The RAJARS: Not so much audience figures as a referendum

Most people see the Rajar figures as a guide - however wonky - to audience listening patterns for UK radio.

Not the Daily Mail, though. Like that bloke in Contact who can discern patterns in white noise coming from space, the Mail is able to look at the Rajar states and spy crowds of outraged middle Englanders who are waving angry pitchforks:

Radio 2 breakfast show host Terry Wogan also saw his listening figures soar, and extended his lead over foul-mouthed breakfast rival Chris Moyles.

The implication is that people are turning to twinkling Tel, having had their ears scorched by Moyles. The difficult detail that Moyles' audience is also rising seems to have somehow fallen off the final copy.

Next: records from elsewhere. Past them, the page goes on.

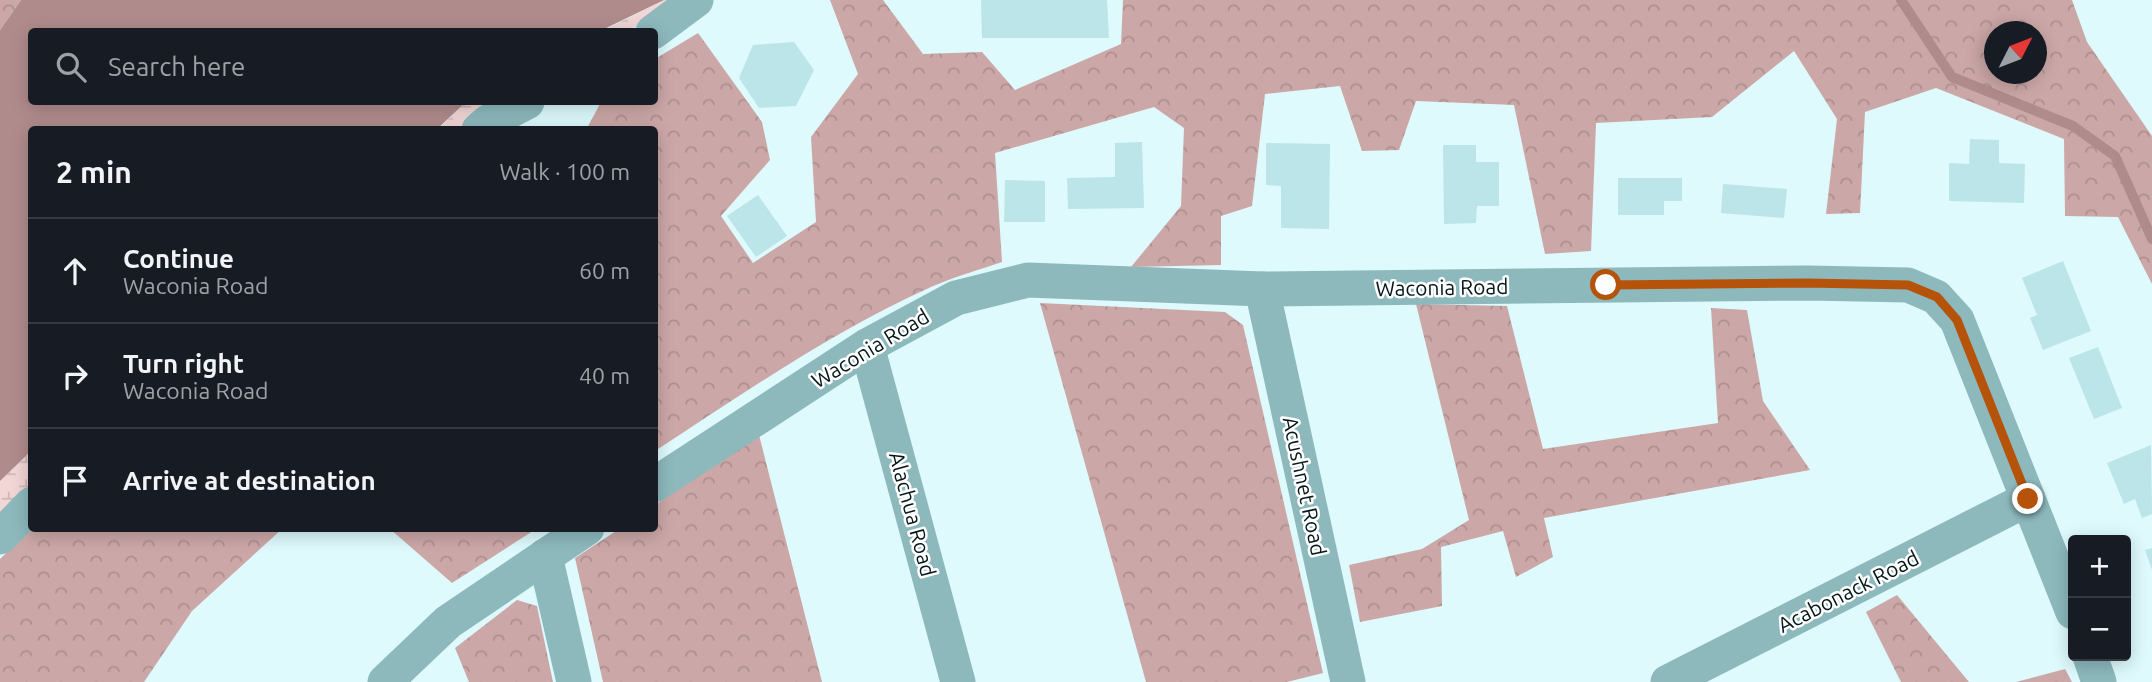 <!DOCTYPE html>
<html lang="en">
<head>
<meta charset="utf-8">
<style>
  :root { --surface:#171b24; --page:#242831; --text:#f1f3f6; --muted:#9ea1a6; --line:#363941 }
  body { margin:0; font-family:Ubuntu,sans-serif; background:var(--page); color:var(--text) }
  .controls { position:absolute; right:21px; bottom:21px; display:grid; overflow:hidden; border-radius:7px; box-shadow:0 4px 18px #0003 }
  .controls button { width:63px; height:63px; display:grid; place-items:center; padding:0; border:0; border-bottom:2px solid var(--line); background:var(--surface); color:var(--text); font:35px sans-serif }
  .compass { position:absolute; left:1984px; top:21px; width:63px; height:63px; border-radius:50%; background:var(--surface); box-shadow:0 4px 18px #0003; rotate:48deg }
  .stop { position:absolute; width:21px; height:21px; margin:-16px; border:5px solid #b45309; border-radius:50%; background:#fff }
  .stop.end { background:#b45309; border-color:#fff; box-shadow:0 2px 7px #0008 }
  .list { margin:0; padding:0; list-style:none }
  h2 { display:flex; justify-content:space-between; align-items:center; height:91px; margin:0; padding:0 28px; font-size:30px }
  h2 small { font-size:23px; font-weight:400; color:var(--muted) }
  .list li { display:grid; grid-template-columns:46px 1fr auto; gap:21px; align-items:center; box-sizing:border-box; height:105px; padding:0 28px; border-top:2px solid var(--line) }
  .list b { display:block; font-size:26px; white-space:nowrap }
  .list p { margin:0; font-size:23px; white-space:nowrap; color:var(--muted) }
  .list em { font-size:23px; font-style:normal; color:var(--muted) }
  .icon { flex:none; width:38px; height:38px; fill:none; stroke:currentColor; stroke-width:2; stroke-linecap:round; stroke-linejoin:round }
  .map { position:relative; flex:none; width:2152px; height:682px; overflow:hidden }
  .search { position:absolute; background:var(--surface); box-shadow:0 4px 18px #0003; left:28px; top:28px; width:630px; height:77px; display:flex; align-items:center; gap:18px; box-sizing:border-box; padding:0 24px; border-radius:7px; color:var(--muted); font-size:26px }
  .panel { position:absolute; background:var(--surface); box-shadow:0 4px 18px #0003; left:28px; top:126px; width:630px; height:406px; border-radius:7px }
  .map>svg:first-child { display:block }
  .forest { fill:url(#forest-crowns); fill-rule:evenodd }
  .wetland { fill:url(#wetland-marsh) }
  .water { fill:#b08b8c }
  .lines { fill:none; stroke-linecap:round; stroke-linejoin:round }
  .stream { stroke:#b08b8c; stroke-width:10 }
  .building { fill:#bbe5e9 }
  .street { stroke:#8db9bd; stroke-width:35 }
  .route { stroke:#b45309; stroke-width:9 }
  .labels { text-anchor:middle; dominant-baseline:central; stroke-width:5; stroke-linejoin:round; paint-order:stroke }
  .street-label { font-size:21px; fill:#051718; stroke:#fff }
</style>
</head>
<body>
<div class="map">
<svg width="2152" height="682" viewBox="0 0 2152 682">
  <defs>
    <pattern id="forest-crowns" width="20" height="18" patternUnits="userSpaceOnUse" patternTransform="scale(1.75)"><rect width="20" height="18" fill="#cca7a7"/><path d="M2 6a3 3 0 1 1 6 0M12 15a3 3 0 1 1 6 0" fill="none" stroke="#ae8f8f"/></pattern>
    <pattern id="wetland-marsh" width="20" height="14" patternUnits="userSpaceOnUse" patternTransform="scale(1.75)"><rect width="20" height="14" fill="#f2d6d6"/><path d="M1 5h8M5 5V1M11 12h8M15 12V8" fill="none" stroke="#ceb7b7"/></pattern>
  </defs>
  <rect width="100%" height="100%" fill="#defafd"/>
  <!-- forest -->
  <g class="forest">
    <polygon points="0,0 21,0 0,30"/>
    <path d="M830,0H883L923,54L982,52L1015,90L1121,44L1123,0H2072L2087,42L2152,136V284L2118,217L2065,216L2064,139L1936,88L1865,112L1860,213L1826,214L1837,119L1794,51L1712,117L1596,123L1591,251L1545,254L1514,105L1416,101L1399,150L1362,151L1340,86L1265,94L1252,206L1221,216V265L1131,267L1181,206L1184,128L1154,107L995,153L1002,262C978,270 954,277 931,287C833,331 744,393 655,451L654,231L658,228L654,220V130H586L601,102H654L655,59L698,33L762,122L770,160L721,216L753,263L816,222L811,137L858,74ZM1994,32H2036V74H1994Z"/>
    <polygon points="1040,303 1225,312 1243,325 1323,673 1287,682 1146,682"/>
    <polygon points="1416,304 1507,306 1543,449 1718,423 1711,308 1747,310 1763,401 1810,470 1544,518 1553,557 1516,577 1503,531 1441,547 1442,606 1360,622 1349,565 1422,549 1469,520"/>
    <polygon points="759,435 822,682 603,682 575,558 619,529 654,528 655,505"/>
    <polygon points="32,528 282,529 192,611 144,682 0,682 0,559"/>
    <polygon points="390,529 536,529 452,583"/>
    <polygon points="1897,595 1969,682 1901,682 1866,612"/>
    <polygon points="517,600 537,606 553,682 469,682 455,648"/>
    <polygon points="2065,669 2072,682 2016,682"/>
  </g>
  <!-- wetland -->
  <g class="wetland">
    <polygon points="664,0 671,0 658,13 628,31 600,32"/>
    <polygon points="466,102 502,102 463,129 437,130"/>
    <polygon points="31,451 31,487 0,520 0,481"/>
  </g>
  <!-- water -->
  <polygon class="water" points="21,0 664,0 600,31 32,32 32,102 466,102 437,129 32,130 31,451 0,481 0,30"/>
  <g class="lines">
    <!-- stream -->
    <polyline class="stream" points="1901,0 1952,77 2073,126 2115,156 2152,239"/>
  </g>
  <!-- building -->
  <g class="building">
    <polygon points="981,0 1107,0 1109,38 982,38"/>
    <polygon points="794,42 814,70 796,106 759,108 739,78 753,45"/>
    <polygon points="1970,139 1999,140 1999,163 2025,164 2024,203 1949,201 1949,163 1969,164"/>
    <polygon points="1142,142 1144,208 1068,209 1067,178 1115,177 1115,143"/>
    <polygon points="1266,143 1330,144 1329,229 1281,228 1281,186 1266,185"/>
    <polygon points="1443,145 1476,145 1476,162 1499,162 1499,206 1477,206 1476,223 1444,224"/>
    <polygon points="1618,178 1682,178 1682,201 1664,201 1664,215 1618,215"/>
    <polygon points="1005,180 1045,181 1045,222 1004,222"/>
    <polygon points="1723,184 1787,189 1784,218 1721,213"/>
    <polygon points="758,195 787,236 756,257 727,216"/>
    <polygon points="2063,261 2091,331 2043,350 2030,318 2037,315 2022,278"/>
    <polygon points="2098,347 2122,408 2094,419 2069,358"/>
    <polygon points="2151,445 2152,514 2142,518 2135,499 2124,504 2107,463"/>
    <polygon points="2152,548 2152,570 2145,550"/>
  </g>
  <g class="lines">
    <!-- street -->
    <g class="street">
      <polyline points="653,32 696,0"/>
      <polyline points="479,130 488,122 527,102"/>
      <polyline points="1262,289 1348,682"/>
      <polyline points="867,346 958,682"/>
      <polyline points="654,485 867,346 956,298 1028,280 1262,289 1808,283 1908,285 1936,297 1957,320 2073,612"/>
      <polyline points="0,537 32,504"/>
      <polyline points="545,556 574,682"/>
      <polyline points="2090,656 2099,682"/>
      <polyline points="385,682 448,622 587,528"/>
      <polyline points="1668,682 2028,499"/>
    </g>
  </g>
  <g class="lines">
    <!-- route -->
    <polyline class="route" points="1606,285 1808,283 1908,285 1937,297 1957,320 2028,499"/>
  </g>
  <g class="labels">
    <!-- street labels -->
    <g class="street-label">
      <text transform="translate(1442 287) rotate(-1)">Waconia Road</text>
      <text transform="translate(870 348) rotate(-31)">Waconia Road</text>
      <text transform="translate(1305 486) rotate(78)">Acushnet Road</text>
      <text transform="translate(913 514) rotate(75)">Alachua Road</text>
      <text transform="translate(1848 591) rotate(-27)">Acabonack Road</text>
    </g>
  </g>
</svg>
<div class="controls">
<button>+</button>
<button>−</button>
</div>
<svg class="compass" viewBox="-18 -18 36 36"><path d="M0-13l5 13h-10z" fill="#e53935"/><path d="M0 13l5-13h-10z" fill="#9ea1a6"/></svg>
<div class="stop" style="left:1606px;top:285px"></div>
<div class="stop end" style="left:2028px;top:499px"></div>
<div class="search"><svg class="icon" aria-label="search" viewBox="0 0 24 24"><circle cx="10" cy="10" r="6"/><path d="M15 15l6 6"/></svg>Search here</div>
<section class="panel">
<h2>2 min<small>Walk · 100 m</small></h2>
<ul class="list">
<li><svg class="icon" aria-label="ahead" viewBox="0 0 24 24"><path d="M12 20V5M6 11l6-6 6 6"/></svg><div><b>Continue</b><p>Waconia Road</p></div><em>60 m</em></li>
<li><svg class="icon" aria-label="right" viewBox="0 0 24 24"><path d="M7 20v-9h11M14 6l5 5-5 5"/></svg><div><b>Turn right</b><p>Waconia Road</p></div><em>40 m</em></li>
<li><svg class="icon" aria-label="arrive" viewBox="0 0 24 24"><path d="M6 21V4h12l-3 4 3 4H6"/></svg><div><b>Arrive at destination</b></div></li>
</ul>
</section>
</div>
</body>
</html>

The real meat of the Mail's piece, though, is that the audience drop somehow proves that They Were Right About Those Andrew Sachs calls:
Listeners are deserting Jonathan Ross's Radio 2 show in droves following the Andrew Sachs phone scandal.

The controversial presenter has seen ratings for his Saturday morning show slump in the past three months.

The presenter's average weekly audience between March and June has been 2.85million.

This is a slump, is it?
That is 180,000 below the average of 3.03million for the first three months of this year

Slightly fewer people listening to the radio on Saturday mornings in the spring than in the winter. Whoever would have thought?

And since the higher audience you're comparing with there was, erm, after Ross had returned from the post-Sachs ban, that's it's a pretty weak contention to link that fall with the phone calls. Have you got anything else?
...and 540,000 down on the 3.39million from the first quarter of 2008.

Half a million lost listeners - well, that does sound a little more slumpy. But can you really put that down to desertion following the Sachs thing?

There could be other reasons - a general shift in audience to other things, loss of listeners during the period when Ross wasn't on - but more importantly, if the Mail is really trying to prove the impact of upsetting Andrew Sachs, why is comparing the audience in January-March 2008 with today? Wouldn't a comparison of the audience before the Brand-Ross calls - immediately before, rather than half a year before - be a bit more instructive?


1 comment:

anthonyqkiernan said...

Or that the show has lost some spontaneity by being pre-reocrded of late?